In 1919, after the peanut factory closed, the facility became an ice cream manufacturer. In 1929 it began making blocks of ice. At its peak, Home Ice Co. made 100 tons of ice a day.

A group of Arkansas State University professors proposed the building be placed on the National Register of Historic Places, and Home Ice Co. received the designation June 5.

Although being on the register allows the property eligibility for tax credits and improvement grants, it does not prevent it from being torn down, said Mark Christ, community outreach director for the Arkansas Historic Preservation Program.

"It's on private property," Christ said of the Home Ice Co. building. "It's the owner's right to do whatever he wants with it. It's our hope that it can be protected, but the building is well-documented and there are photographs.

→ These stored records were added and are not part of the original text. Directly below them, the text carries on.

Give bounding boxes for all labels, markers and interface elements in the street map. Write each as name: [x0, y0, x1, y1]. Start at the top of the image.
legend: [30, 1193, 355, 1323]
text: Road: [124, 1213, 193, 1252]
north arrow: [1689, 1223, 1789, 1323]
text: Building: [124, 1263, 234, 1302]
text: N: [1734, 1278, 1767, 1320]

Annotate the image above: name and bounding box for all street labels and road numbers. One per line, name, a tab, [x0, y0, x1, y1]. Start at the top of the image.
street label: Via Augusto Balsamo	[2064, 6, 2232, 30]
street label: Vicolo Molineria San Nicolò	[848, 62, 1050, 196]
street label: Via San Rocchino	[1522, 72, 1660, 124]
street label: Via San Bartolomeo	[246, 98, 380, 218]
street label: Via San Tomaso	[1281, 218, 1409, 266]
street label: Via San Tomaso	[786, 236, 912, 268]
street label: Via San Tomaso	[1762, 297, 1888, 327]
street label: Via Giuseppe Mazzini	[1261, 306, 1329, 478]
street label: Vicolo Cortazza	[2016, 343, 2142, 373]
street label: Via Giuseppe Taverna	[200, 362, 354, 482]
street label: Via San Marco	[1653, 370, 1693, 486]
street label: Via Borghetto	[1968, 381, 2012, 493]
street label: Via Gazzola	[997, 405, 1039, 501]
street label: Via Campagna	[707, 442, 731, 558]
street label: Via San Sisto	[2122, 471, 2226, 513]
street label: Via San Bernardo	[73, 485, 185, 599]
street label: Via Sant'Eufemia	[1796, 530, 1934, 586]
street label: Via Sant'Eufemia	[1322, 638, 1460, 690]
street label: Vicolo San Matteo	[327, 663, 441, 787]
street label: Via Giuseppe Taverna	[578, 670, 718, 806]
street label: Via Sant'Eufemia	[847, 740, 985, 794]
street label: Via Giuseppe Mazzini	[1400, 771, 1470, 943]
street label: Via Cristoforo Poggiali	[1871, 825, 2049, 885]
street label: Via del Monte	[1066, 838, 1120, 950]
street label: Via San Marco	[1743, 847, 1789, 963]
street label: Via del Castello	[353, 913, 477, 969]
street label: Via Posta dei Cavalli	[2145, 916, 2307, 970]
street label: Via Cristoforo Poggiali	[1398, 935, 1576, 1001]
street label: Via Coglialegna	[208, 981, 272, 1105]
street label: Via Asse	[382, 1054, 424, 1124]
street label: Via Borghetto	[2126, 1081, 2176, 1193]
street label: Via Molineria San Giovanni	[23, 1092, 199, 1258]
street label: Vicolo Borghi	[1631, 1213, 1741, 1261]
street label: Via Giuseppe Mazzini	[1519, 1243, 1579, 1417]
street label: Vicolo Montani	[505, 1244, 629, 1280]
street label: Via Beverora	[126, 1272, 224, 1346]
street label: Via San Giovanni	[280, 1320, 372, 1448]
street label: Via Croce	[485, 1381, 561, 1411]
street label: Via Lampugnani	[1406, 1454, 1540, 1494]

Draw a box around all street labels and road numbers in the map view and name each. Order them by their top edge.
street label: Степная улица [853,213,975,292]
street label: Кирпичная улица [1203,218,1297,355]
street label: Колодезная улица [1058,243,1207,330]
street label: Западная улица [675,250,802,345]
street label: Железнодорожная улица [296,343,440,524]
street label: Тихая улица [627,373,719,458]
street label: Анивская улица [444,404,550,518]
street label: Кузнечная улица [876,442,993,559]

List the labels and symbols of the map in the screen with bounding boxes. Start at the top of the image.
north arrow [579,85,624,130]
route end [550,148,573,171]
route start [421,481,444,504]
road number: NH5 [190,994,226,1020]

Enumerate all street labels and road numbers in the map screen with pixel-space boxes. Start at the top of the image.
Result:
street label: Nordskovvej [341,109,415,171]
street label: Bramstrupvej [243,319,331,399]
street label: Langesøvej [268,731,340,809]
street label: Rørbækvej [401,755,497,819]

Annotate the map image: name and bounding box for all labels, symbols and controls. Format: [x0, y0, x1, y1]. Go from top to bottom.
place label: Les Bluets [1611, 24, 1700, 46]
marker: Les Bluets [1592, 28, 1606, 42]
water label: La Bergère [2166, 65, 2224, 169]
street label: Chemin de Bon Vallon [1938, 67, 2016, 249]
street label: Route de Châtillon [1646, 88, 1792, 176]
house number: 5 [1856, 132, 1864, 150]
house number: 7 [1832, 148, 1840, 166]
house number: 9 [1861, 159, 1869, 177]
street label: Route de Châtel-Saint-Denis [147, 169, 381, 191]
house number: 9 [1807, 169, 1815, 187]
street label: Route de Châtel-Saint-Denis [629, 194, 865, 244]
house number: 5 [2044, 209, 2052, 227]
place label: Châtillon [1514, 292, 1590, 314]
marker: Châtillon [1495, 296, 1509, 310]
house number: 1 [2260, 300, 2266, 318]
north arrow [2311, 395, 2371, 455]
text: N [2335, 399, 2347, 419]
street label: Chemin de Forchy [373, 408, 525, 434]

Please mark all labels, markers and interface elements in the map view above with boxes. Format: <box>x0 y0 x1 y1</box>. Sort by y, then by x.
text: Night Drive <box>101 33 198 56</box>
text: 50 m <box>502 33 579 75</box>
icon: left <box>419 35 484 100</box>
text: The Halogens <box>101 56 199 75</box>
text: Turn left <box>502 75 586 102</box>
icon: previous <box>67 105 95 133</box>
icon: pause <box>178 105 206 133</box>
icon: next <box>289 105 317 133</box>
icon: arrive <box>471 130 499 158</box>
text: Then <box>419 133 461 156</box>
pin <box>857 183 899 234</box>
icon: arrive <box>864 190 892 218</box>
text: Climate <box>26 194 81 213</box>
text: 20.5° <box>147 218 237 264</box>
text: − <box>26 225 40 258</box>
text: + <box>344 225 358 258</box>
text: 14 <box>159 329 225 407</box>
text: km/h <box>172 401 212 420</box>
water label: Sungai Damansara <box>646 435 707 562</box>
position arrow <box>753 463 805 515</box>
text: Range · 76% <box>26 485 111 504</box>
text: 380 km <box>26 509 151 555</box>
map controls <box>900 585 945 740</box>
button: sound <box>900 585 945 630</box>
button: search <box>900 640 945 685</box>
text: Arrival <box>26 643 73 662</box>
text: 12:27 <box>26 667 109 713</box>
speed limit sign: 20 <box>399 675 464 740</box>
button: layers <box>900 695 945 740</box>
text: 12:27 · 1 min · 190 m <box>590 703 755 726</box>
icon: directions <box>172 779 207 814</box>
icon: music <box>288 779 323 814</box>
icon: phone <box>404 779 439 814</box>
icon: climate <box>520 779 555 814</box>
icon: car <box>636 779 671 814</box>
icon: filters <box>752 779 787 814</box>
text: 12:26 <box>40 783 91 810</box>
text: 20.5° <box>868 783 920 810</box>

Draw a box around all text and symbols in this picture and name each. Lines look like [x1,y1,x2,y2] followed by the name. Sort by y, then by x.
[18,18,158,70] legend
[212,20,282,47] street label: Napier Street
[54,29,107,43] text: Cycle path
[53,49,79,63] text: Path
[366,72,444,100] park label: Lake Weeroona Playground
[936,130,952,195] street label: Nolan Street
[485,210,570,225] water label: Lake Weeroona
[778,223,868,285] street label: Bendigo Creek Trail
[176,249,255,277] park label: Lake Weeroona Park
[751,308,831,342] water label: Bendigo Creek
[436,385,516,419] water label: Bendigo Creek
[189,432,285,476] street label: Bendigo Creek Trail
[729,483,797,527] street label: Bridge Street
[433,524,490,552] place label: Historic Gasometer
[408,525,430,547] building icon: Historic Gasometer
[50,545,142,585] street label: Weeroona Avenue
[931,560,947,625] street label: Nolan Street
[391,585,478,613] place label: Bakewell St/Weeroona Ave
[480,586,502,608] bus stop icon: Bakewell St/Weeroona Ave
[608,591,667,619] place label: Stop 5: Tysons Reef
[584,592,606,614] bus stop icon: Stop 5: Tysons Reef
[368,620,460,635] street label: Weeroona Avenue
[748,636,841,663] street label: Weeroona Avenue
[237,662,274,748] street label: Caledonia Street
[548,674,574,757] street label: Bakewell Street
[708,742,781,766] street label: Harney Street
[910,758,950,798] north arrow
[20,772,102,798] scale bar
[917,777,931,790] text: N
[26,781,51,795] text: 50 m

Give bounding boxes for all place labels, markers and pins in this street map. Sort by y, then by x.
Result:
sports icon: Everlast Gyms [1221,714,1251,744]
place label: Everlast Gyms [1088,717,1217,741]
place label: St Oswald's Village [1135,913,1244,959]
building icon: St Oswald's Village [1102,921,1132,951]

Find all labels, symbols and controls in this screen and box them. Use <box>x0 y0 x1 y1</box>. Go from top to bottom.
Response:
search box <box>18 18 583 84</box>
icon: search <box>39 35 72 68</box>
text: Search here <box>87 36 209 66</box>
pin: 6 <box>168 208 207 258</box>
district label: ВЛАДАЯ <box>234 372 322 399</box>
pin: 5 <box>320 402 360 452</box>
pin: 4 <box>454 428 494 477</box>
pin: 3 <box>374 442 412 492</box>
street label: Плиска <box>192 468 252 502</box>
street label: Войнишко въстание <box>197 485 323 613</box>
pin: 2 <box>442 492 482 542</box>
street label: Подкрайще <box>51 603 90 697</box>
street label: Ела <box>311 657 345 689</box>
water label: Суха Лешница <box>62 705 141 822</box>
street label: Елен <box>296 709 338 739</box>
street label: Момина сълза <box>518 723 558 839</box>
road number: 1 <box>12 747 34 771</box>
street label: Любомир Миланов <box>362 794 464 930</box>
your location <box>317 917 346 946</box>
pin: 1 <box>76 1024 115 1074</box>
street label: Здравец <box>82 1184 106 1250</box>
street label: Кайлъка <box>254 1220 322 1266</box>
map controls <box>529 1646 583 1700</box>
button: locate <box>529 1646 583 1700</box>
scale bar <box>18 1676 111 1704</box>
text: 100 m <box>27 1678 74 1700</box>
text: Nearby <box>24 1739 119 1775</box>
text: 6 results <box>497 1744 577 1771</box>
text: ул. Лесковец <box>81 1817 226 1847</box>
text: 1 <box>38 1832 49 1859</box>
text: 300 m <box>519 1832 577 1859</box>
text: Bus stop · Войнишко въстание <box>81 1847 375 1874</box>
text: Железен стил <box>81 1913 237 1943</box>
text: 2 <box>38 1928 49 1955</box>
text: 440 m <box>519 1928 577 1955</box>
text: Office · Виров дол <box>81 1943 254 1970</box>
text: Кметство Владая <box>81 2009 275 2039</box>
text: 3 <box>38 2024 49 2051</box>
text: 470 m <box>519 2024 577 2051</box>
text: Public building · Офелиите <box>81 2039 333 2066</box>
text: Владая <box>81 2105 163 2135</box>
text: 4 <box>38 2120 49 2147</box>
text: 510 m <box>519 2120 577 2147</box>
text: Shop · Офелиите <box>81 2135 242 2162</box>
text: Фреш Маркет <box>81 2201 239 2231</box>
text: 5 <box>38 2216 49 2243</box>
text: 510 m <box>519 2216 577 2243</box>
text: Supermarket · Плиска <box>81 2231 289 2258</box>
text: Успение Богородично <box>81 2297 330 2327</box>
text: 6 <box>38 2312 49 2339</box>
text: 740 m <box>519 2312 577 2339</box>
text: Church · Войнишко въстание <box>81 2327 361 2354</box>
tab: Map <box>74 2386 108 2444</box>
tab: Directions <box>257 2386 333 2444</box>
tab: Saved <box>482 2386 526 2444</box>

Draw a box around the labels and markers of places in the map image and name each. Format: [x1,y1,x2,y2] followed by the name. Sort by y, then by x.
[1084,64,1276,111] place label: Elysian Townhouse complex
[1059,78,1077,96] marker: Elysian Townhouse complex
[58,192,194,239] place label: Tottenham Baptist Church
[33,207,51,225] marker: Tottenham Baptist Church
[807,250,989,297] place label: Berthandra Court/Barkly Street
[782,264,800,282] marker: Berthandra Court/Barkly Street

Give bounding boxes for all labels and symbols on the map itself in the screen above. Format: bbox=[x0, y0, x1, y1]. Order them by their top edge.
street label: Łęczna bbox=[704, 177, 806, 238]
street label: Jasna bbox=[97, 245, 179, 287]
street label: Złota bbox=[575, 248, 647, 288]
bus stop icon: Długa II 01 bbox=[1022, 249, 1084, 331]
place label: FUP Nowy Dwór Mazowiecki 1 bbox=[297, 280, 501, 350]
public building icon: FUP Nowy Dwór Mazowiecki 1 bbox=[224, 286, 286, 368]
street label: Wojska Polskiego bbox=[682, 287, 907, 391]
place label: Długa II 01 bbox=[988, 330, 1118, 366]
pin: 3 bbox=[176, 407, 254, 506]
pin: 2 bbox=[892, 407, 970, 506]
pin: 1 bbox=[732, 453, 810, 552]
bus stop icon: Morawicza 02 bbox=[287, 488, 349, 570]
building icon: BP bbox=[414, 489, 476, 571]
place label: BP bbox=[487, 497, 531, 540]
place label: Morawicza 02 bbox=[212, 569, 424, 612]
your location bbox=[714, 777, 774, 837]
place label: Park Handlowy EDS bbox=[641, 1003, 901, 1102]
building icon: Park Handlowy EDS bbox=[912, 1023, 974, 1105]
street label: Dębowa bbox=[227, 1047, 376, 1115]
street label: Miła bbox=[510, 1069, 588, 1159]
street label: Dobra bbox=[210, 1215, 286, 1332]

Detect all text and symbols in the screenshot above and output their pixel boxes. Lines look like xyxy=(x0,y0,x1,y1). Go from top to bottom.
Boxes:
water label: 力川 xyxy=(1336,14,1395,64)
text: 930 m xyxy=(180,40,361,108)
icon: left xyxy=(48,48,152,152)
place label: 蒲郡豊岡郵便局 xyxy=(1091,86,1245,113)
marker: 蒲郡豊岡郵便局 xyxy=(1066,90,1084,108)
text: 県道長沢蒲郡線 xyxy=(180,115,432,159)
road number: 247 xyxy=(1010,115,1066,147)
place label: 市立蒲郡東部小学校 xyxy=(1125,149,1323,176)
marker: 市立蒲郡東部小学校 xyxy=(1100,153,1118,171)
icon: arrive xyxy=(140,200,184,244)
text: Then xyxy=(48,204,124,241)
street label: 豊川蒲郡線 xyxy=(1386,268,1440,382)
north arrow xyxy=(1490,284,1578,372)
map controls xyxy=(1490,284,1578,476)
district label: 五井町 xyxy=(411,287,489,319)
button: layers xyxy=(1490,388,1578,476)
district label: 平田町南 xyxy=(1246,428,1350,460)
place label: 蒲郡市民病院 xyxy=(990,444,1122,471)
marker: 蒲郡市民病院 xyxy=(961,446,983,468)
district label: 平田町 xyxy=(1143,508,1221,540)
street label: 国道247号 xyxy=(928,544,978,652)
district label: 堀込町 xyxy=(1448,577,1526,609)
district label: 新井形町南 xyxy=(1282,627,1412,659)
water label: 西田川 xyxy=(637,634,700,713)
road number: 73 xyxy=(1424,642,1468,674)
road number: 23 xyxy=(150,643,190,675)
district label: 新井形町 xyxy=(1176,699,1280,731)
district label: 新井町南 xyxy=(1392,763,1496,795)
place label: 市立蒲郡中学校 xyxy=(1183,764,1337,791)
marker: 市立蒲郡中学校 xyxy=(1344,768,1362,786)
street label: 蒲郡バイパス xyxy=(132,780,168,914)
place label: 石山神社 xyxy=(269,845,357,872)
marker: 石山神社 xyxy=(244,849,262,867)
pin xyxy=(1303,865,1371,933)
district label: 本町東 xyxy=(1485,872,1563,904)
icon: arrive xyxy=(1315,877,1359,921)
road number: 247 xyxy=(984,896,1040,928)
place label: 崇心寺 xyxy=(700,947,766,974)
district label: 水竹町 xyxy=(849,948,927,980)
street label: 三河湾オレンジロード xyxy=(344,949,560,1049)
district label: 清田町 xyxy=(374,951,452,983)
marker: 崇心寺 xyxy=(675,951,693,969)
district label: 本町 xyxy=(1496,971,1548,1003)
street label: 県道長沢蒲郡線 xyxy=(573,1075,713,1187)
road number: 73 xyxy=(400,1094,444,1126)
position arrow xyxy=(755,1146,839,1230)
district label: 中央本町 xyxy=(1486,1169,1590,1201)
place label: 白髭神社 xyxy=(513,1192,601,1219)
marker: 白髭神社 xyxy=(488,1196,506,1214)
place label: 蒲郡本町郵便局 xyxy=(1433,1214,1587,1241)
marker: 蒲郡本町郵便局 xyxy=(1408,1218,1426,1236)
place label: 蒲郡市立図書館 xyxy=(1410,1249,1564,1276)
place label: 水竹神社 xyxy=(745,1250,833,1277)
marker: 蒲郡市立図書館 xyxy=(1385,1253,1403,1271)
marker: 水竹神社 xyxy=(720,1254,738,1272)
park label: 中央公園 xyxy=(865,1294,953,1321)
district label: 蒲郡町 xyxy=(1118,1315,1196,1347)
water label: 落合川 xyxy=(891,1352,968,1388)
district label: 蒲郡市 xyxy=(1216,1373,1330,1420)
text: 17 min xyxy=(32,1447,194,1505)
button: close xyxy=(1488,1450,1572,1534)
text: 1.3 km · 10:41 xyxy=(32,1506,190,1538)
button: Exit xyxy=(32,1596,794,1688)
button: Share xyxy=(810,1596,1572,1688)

"At the very least, it has been recorded."

Duncan said the city will "begin moving forward" with demolition plans.

She said police have responded to reports of people inside the building, and city officials are worried they could be hurt. A tractor-trailer is parked by the building, and vehicles often park in a lot beside the structure at night, she said.

Fire inspectors toured the building recently and firefighters were reluctant to go to the second floor, fearing the floor would cave in.

A chain link fence surrounds the property, but parts of it are torn down. Several windows are broken, and litter, furniture and equipment cover the floor inside the building. City workers have cleaned the property before, selling scrap metal they recovered to help defer the cost of cleanup.

"Our issue is with the code enforcement," Duncan said. "We didn't board the building up before so they [the Rosses] could get into it and clean it themselves.

"Our argument now is that it's too late. We're moving on."